EXERCISE AIM:
Reproduce the following records exactly from the line containing "Please mark all" onward, ending with the last line and including it.

Saved entries
********
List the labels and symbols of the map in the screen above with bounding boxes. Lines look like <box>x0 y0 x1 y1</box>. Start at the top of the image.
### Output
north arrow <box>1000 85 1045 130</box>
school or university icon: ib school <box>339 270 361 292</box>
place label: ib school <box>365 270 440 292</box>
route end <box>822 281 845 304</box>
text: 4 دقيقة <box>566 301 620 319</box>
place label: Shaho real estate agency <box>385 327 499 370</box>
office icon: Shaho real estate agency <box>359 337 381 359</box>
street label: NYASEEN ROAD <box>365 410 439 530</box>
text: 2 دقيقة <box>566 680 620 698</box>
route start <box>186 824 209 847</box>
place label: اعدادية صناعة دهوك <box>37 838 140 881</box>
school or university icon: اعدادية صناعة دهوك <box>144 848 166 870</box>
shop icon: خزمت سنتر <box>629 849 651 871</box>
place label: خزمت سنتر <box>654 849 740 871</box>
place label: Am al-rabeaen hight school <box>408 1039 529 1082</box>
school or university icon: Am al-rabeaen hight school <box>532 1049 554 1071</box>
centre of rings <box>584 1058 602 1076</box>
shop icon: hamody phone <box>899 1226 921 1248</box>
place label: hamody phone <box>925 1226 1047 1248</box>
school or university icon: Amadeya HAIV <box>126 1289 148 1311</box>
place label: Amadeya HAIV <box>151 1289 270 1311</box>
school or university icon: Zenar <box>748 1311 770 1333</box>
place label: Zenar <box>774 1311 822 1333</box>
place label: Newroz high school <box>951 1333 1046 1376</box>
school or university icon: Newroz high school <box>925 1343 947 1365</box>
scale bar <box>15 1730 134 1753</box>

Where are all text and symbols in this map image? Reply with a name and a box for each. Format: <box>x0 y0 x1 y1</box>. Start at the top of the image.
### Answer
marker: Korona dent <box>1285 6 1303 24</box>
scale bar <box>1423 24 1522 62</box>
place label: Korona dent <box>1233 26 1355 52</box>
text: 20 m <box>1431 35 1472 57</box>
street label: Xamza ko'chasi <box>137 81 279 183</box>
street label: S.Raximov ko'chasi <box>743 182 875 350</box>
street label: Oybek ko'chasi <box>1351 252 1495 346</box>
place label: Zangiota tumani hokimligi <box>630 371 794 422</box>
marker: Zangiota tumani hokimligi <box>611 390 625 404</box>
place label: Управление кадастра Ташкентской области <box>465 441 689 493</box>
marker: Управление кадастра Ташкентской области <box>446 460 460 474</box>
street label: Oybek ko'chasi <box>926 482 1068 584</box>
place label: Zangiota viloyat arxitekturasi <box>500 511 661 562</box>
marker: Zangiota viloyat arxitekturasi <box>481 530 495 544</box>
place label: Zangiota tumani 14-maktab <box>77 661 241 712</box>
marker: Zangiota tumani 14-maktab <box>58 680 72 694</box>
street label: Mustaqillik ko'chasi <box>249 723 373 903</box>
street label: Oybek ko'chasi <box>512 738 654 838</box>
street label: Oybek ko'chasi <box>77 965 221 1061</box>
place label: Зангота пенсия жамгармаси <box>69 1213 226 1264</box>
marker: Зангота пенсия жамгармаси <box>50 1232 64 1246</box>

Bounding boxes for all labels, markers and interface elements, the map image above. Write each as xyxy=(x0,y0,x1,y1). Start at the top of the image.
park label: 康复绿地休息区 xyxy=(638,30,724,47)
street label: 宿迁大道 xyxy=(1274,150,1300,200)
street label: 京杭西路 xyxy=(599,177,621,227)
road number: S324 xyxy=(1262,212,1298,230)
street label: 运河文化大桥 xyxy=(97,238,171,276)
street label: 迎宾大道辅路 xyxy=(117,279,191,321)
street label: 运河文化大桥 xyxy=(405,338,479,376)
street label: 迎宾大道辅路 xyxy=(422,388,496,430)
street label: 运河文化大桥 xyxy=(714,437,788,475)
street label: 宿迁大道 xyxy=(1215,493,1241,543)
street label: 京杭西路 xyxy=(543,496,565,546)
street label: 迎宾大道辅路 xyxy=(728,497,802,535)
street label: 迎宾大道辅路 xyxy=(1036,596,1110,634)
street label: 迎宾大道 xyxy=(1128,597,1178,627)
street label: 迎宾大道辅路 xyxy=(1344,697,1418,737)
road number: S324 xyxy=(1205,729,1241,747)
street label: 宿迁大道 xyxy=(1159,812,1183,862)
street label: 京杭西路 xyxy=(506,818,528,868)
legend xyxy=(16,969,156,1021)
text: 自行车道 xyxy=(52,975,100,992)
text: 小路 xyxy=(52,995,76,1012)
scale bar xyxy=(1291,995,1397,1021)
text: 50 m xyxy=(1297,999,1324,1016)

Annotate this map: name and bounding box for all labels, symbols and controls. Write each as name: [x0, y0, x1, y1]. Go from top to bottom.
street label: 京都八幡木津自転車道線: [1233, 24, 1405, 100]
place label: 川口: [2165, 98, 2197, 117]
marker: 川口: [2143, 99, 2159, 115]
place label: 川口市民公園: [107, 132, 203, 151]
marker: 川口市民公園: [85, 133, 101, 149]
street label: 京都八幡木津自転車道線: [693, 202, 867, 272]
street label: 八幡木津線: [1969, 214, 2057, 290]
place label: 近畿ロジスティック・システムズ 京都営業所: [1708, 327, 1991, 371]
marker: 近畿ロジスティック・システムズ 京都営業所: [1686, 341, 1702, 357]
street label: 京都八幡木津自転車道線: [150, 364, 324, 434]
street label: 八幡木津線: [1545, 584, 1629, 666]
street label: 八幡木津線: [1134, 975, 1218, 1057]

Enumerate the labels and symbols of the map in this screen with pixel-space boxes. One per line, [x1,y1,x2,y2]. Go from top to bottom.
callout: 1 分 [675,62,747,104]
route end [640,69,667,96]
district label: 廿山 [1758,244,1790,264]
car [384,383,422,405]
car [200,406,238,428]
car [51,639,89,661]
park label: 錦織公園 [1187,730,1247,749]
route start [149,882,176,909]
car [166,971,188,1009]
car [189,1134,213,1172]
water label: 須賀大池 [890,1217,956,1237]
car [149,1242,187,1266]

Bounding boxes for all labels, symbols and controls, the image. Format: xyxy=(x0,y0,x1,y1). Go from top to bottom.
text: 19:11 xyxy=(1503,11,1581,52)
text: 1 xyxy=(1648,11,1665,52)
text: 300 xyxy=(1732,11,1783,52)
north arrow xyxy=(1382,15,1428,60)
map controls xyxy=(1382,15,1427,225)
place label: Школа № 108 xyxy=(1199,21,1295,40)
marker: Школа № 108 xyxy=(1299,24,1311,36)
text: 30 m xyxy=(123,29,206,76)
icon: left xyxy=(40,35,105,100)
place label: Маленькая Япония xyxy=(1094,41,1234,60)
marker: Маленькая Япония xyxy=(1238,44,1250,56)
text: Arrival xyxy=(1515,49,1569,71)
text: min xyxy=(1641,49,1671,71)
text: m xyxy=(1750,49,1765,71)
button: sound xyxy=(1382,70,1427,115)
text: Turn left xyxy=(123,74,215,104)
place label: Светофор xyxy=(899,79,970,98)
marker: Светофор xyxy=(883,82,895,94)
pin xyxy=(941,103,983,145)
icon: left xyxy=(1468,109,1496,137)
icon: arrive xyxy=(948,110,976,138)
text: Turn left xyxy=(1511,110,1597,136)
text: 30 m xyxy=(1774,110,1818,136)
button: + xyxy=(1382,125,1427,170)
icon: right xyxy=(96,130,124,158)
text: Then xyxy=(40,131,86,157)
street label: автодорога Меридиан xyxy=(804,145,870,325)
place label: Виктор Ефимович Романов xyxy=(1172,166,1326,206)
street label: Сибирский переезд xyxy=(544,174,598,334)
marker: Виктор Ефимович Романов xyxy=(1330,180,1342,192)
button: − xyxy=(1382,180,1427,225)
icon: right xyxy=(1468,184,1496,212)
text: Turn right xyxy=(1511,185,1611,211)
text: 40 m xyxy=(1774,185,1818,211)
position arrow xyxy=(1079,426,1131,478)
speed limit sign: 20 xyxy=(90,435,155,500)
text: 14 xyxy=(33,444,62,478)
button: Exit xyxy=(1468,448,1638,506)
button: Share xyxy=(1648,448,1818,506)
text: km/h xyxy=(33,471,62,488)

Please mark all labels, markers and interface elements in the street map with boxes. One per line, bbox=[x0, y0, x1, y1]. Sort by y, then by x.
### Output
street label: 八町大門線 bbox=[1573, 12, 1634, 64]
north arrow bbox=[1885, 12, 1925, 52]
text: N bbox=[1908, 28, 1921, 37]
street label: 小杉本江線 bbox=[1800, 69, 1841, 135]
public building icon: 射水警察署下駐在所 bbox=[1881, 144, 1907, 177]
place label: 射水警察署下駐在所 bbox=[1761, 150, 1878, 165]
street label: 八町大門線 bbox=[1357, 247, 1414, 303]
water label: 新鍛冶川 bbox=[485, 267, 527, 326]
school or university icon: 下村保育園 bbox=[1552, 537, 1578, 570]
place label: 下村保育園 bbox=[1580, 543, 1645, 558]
********
OUTPUT OF THE EXERCISE:
Please mark all labels, markers and interface elements in the street map with boxes. One per line, bbox=[x0, y0, x1, y1]. Sort by y, then by x.
### Output
street label: 八町大門線 bbox=[1573, 12, 1634, 64]
north arrow bbox=[1885, 12, 1925, 52]
text: N bbox=[1908, 28, 1921, 37]
street label: 小杉本江線 bbox=[1800, 69, 1841, 135]
public building icon: 射水警察署下駐在所 bbox=[1881, 144, 1907, 177]
place label: 射水警察署下駐在所 bbox=[1761, 150, 1878, 165]
street label: 八町大門線 bbox=[1357, 247, 1414, 303]
water label: 新鍛冶川 bbox=[485, 267, 527, 326]
school or university icon: 下村保育園 bbox=[1552, 537, 1578, 570]
place label: 下村保育園 bbox=[1580, 543, 1645, 558]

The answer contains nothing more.